• Your task
The records that follow must be reproduced in full, with every picture excluded.

(Beginning of Material supplied)

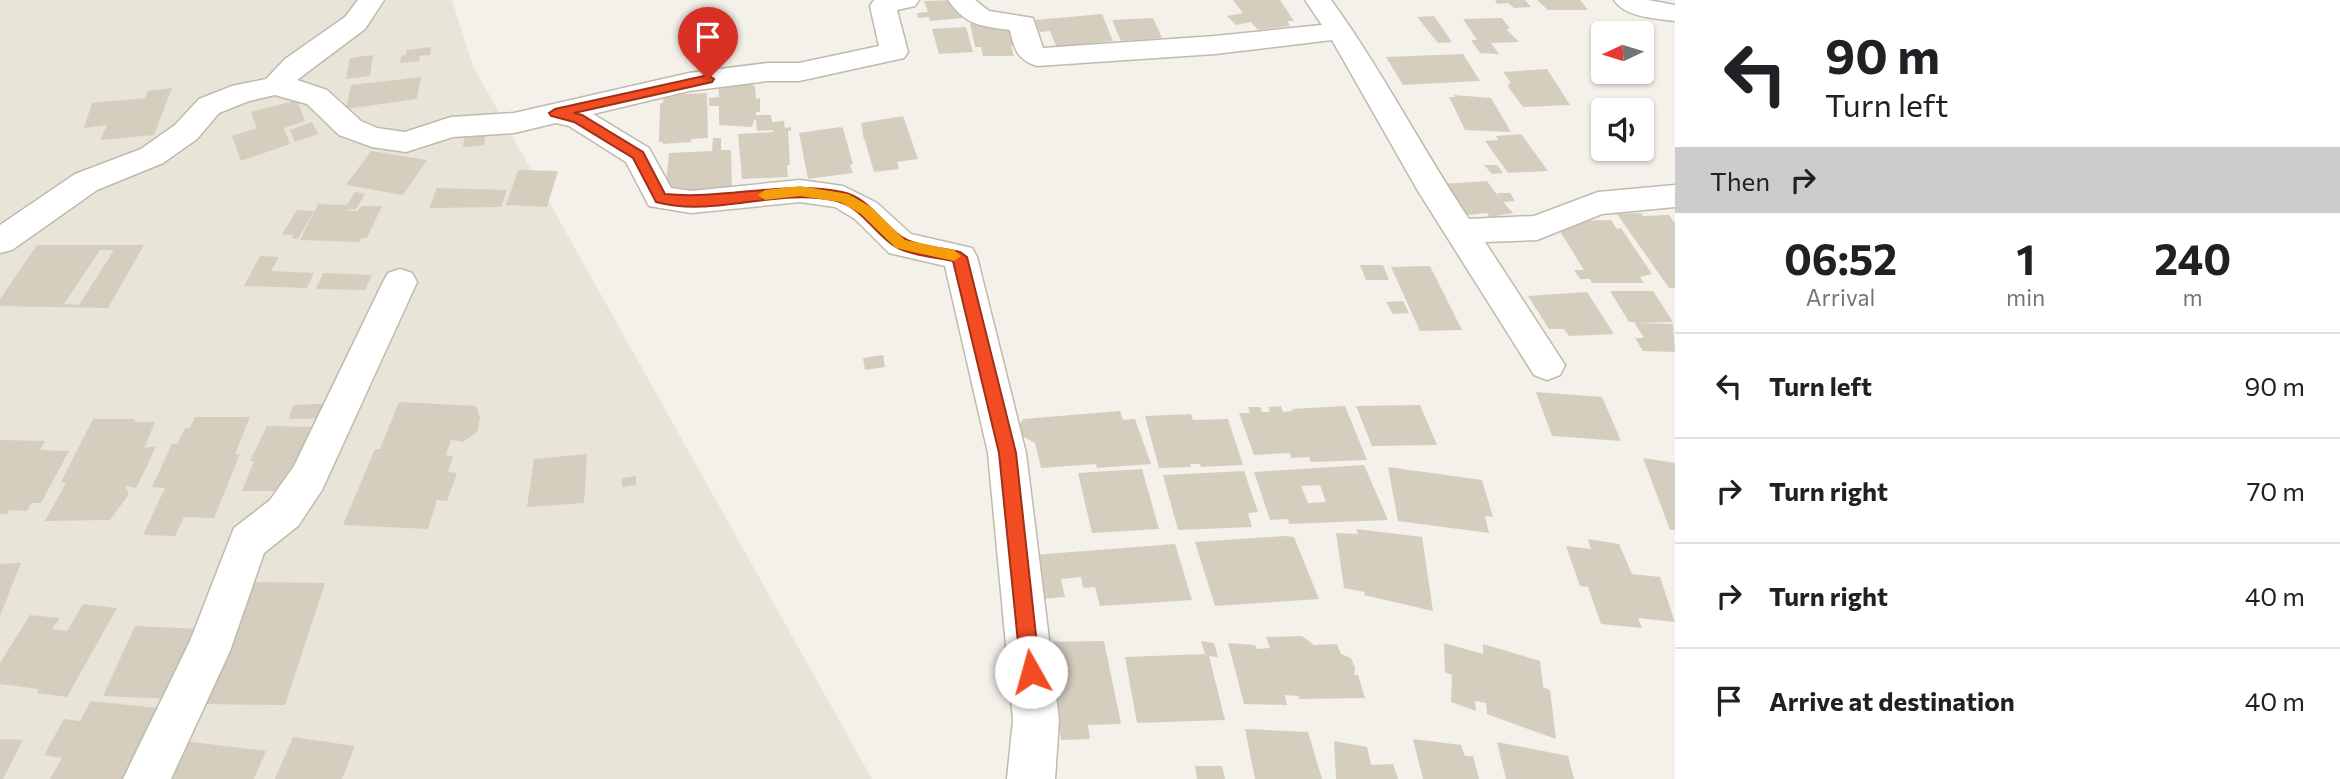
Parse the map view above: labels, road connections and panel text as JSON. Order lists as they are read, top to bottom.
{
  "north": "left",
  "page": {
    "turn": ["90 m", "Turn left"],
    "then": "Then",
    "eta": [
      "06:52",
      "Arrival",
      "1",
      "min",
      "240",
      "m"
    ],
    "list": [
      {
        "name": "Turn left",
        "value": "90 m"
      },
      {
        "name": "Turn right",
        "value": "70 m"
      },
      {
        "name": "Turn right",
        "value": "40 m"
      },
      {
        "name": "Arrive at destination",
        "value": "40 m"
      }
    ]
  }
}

(End of Material supplied)

• Solution
Parse the map view above: labels, road connections and panel text as JSON. Order lists as they are read, top to bottom.
{
  "north": "left",
  "page": {
    "turn": ["90 m", "Turn left"],
    "then": "Then",
    "eta": [
      "06:52",
      "Arrival",
      "1",
      "min",
      "240",
      "m"
    ],
    "list": [
      {
        "name": "Turn left",
        "value": "90 m"
      },
      {
        "name": "Turn right",
        "value": "70 m"
      },
      {
        "name": "Turn right",
        "value": "40 m"
      },
      {
        "name": "Arrive at destination",
        "value": "40 m"
      }
    ]
  }
}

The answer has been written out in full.